*WHAT IS NEEDED:*
Below are the entries; return exactly the line with "M283,1657L329,1784L293,1797L247,1670Z" and every later line, without anything else.

:: DATA FOR ANALYSIS

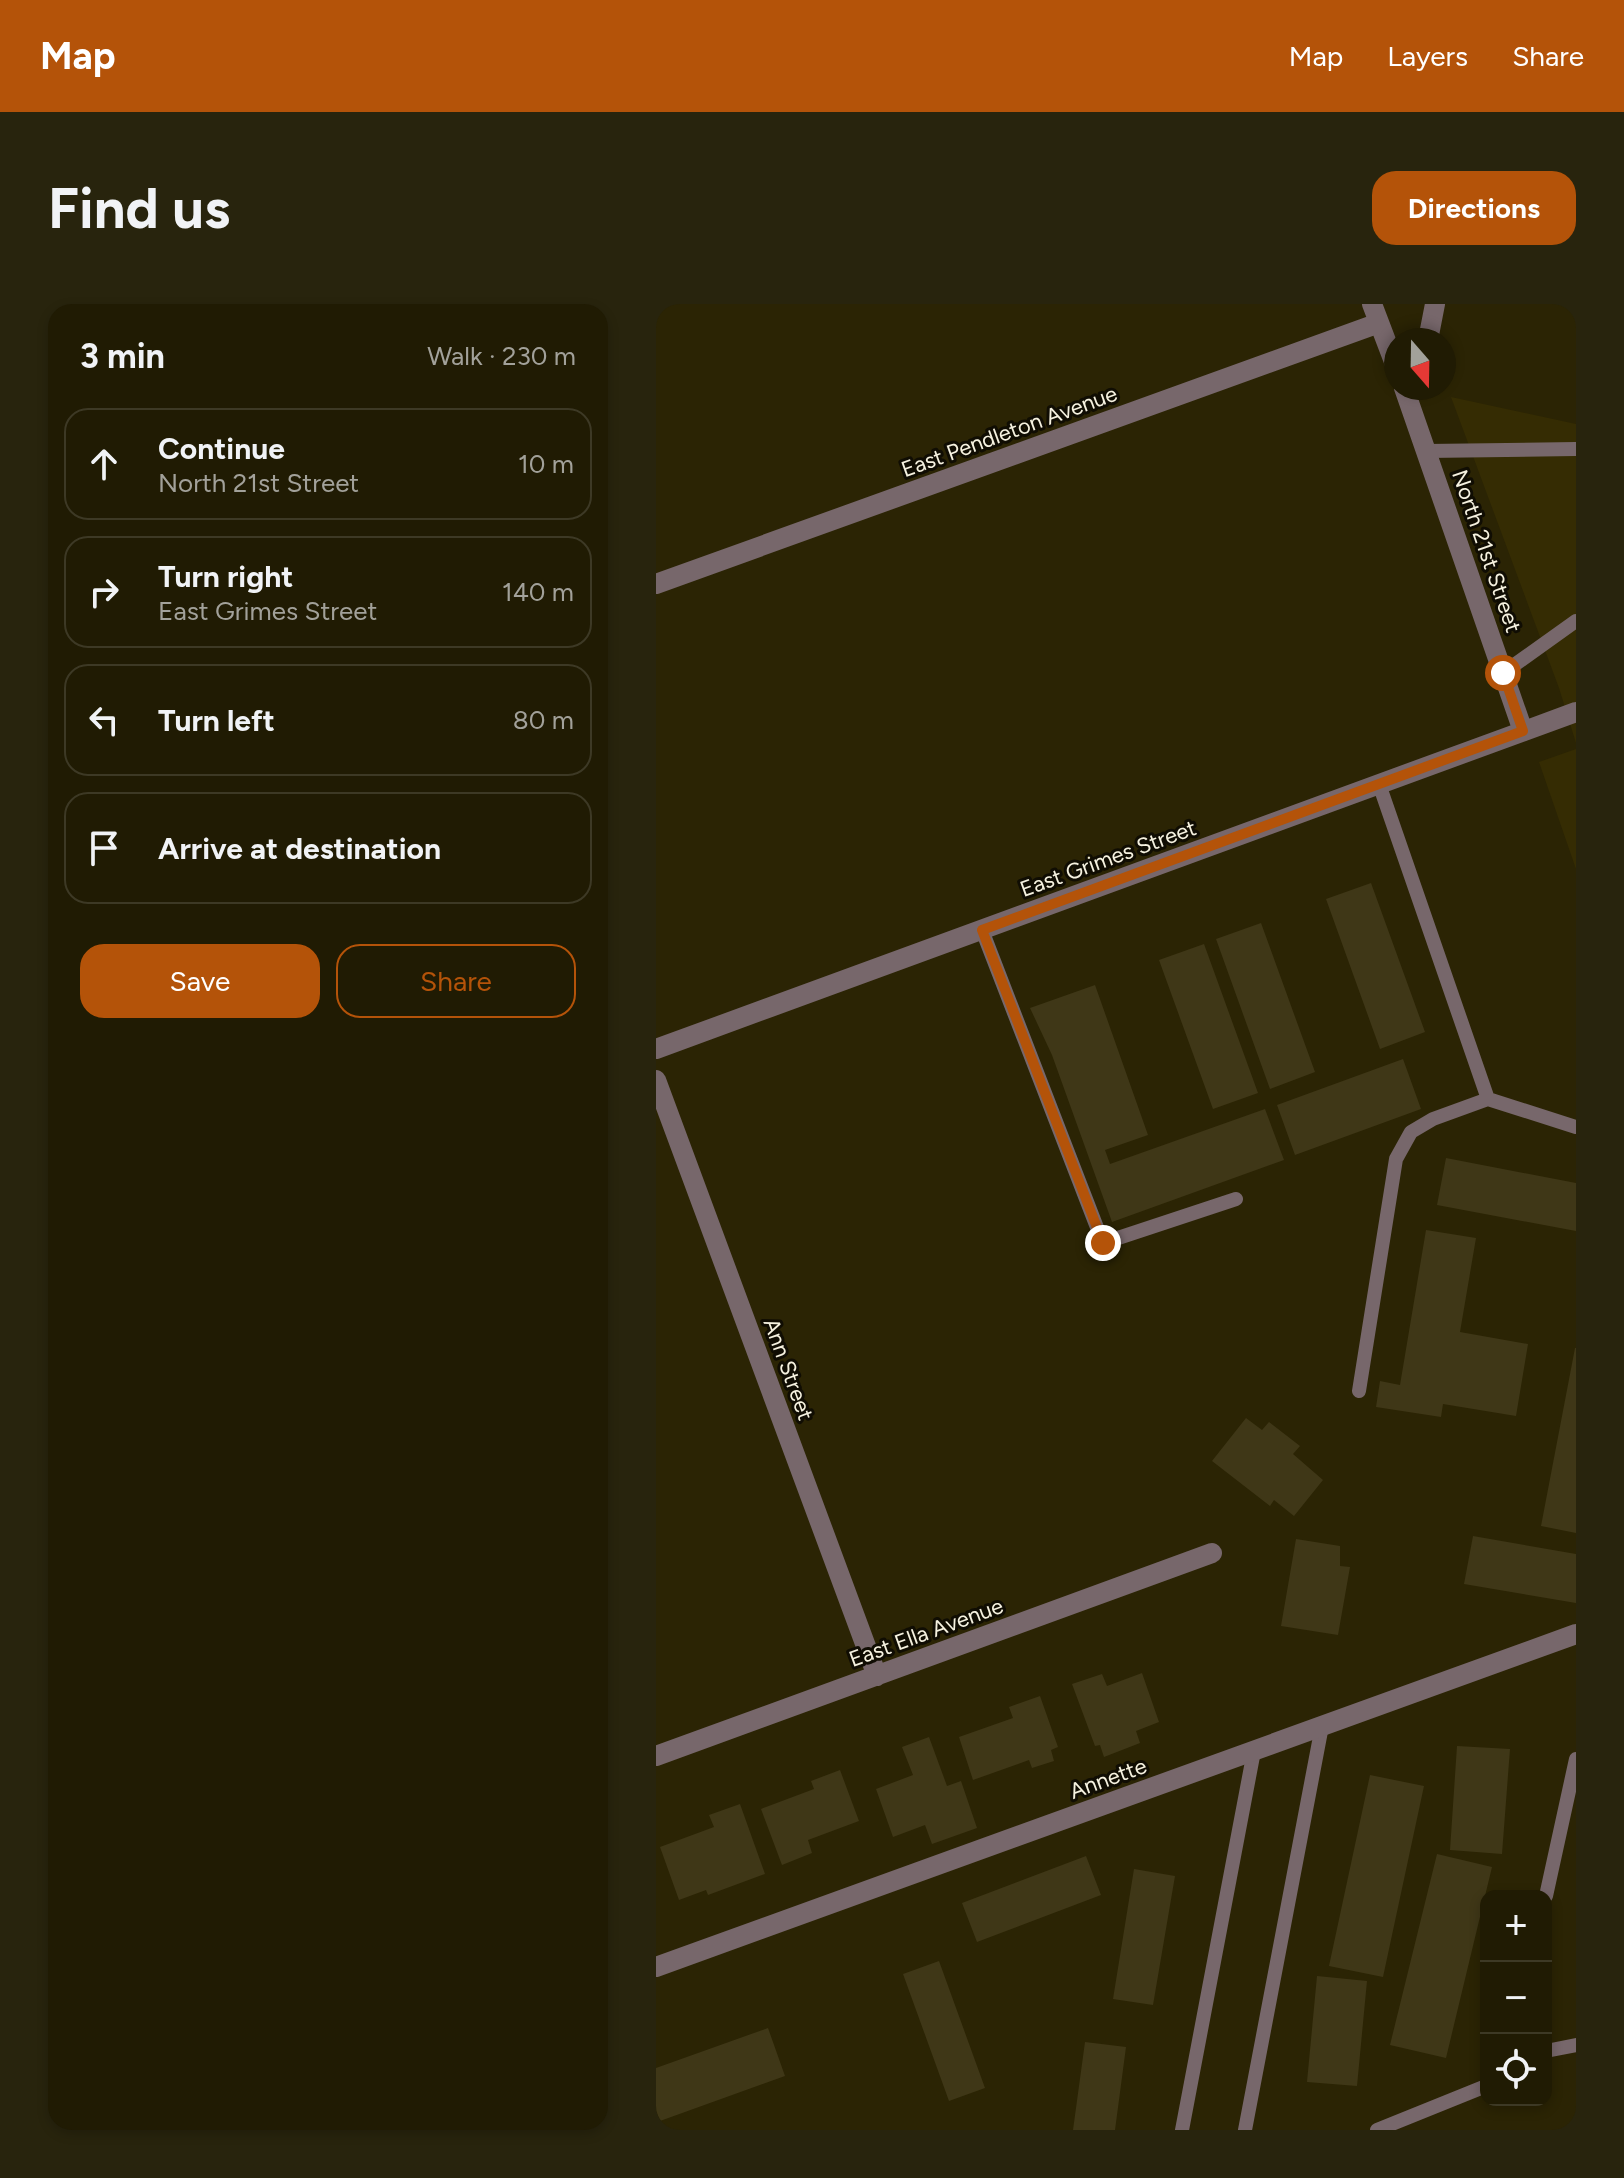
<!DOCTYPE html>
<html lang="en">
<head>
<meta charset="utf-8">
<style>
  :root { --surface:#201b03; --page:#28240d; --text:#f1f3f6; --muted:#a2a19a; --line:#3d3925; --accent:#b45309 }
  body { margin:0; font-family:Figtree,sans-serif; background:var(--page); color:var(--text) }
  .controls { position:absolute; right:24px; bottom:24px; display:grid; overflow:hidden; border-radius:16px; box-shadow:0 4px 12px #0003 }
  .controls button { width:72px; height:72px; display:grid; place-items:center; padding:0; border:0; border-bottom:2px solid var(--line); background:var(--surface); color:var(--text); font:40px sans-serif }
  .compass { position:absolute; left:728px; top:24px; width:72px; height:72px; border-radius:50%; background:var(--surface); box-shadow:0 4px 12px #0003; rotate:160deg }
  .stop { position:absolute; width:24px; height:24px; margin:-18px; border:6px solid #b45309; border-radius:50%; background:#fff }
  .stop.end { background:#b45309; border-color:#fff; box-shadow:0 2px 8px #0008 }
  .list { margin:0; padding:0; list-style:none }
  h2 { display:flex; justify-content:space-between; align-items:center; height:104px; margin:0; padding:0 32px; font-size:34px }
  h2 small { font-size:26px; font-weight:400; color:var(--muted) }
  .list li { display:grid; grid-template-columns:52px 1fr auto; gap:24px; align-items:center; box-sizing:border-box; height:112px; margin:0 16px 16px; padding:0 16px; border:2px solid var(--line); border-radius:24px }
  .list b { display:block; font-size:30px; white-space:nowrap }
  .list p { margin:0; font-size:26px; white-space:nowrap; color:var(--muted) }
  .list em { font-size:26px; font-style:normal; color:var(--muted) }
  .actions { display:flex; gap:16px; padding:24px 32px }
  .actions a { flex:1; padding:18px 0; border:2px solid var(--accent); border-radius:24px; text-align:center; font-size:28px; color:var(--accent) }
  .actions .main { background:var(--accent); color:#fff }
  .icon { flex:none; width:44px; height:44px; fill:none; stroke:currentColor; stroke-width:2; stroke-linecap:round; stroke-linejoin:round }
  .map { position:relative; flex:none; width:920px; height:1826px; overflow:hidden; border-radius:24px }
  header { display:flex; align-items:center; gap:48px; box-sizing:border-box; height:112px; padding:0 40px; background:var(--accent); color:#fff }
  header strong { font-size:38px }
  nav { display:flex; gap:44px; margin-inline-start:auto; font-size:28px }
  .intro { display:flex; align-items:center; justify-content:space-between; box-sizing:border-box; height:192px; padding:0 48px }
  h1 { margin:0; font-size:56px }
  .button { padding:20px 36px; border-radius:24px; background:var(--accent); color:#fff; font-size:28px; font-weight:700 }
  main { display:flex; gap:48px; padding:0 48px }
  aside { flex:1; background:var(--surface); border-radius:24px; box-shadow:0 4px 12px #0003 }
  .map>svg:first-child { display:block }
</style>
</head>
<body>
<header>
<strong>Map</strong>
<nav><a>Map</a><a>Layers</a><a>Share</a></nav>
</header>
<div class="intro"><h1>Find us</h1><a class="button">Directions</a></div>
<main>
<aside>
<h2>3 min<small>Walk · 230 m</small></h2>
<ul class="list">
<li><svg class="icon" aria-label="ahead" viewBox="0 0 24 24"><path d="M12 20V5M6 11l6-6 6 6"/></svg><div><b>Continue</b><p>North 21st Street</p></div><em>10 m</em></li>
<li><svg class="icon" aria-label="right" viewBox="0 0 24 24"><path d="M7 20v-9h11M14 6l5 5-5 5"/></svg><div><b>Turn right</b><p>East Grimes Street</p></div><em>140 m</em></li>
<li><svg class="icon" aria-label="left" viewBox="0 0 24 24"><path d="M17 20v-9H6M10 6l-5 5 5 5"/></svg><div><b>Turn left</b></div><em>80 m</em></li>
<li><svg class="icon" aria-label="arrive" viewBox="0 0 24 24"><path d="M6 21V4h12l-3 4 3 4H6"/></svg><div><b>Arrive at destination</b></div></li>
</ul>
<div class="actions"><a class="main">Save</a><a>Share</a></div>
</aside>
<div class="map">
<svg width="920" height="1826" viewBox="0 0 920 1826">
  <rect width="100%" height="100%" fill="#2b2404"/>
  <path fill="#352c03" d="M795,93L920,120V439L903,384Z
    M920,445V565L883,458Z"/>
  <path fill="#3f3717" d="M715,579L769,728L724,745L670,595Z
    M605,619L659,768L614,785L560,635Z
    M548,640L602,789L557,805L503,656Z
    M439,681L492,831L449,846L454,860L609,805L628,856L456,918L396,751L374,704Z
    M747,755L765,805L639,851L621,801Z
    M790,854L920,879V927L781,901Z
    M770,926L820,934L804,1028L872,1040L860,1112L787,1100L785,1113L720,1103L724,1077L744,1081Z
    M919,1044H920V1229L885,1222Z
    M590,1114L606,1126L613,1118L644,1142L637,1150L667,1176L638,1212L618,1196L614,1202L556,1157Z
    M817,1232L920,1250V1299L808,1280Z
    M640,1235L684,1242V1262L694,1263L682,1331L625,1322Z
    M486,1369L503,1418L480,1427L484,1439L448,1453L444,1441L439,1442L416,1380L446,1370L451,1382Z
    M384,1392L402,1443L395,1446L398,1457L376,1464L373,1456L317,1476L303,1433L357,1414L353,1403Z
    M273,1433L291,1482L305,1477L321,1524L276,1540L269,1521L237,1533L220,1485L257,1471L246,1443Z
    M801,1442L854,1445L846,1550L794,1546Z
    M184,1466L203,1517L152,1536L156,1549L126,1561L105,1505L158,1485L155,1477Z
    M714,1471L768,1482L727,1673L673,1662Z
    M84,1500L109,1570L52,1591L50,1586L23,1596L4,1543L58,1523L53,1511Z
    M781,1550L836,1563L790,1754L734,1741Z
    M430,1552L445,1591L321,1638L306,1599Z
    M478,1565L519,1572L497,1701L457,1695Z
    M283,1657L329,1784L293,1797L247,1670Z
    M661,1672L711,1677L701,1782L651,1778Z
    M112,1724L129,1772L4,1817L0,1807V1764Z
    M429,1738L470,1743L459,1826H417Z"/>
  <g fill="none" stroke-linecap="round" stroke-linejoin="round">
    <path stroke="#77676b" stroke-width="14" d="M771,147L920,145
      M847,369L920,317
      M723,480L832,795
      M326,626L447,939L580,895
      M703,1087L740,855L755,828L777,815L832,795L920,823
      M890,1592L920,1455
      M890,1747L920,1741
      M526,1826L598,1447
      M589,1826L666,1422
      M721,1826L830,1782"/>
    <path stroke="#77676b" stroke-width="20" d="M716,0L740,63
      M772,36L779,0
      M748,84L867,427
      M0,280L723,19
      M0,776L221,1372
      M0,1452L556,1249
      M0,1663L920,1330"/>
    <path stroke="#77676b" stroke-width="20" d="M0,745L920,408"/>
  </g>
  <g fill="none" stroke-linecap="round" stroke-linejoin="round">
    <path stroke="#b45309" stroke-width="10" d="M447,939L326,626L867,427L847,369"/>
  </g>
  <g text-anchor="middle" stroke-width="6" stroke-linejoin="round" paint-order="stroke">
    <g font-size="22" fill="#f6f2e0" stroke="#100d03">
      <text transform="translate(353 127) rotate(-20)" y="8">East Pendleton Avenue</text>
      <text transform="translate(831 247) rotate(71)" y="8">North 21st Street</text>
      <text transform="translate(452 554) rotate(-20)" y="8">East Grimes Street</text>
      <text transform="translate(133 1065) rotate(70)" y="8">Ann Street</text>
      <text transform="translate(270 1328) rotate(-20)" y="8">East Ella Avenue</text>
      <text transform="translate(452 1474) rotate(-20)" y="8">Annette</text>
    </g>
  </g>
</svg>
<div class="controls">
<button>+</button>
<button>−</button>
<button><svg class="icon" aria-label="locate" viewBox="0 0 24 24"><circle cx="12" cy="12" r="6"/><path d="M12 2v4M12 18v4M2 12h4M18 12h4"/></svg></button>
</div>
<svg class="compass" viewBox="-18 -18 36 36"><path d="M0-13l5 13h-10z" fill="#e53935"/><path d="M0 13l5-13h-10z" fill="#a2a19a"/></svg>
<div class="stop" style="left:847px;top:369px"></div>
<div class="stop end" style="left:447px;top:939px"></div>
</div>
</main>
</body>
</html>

::::

*THE ANSWER:*
    M283,1657L329,1784L293,1797L247,1670Z
    M661,1672L711,1677L701,1782L651,1778Z
    M112,1724L129,1772L4,1817L0,1807V1764Z
    M429,1738L470,1743L459,1826H417Z"/>
  <g fill="none" stroke-linecap="round" stroke-linejoin="round">
    <path stroke="#77676b" stroke-width="14" d="M771,147L920,145
      M847,369L920,317
      M723,480L832,795
      M326,626L447,939L580,895
      M703,1087L740,855L755,828L777,815L832,795L920,823
      M890,1592L920,1455
      M890,1747L920,1741
      M526,1826L598,1447
      M589,1826L666,1422
      M721,1826L830,1782"/>
    <path stroke="#77676b" stroke-width="20" d="M716,0L740,63
      M772,36L779,0
      M748,84L867,427
      M0,280L723,19
      M0,776L221,1372
      M0,1452L556,1249
      M0,1663L920,1330"/>
    <path stroke="#77676b" stroke-width="20" d="M0,745L920,408"/>
  </g>
  <g fill="none" stroke-linecap="round" stroke-linejoin="round">
    <path stroke="#b45309" stroke-width="10" d="M447,939L326,626L867,427L847,369"/>
  </g>
  <g text-anchor="middle" stroke-width="6" stroke-linejoin="round" paint-order="stroke">
    <g font-size="22" fill="#f6f2e0" stroke="#100d03">
      <text transform="translate(353 127) rotate(-20)" y="8">East Pendleton Avenue</text>
      <text transform="translate(831 247) rotate(71)" y="8">North 21st Street</text>
      <text transform="translate(452 554) rotate(-20)" y="8">East Grimes Street</text>
      <text transform="translate(133 1065) rotate(70)" y="8">Ann Street</text>
      <text transform="translate(270 1328) rotate(-20)" y="8">East Ella Avenue</text>
      <text transform="translate(452 1474) rotate(-20)" y="8">Annette</text>
    </g>
  </g>
</svg>
<div class="controls">
<button>+</button>
<button>−</button>
<button><svg class="icon" aria-label="locate" viewBox="0 0 24 24"><circle cx="12" cy="12" r="6"/><path d="M12 2v4M12 18v4M2 12h4M18 12h4"/></svg></button>
</div>
<svg class="compass" viewBox="-18 -18 36 36"><path d="M0-13l5 13h-10z" fill="#e53935"/><path d="M0 13l5-13h-10z" fill="#a2a19a"/></svg>
<div class="stop" style="left:847px;top:369px"></div>
<div class="stop end" style="left:447px;top:939px"></div>
</div>
</main>
</body>
</html>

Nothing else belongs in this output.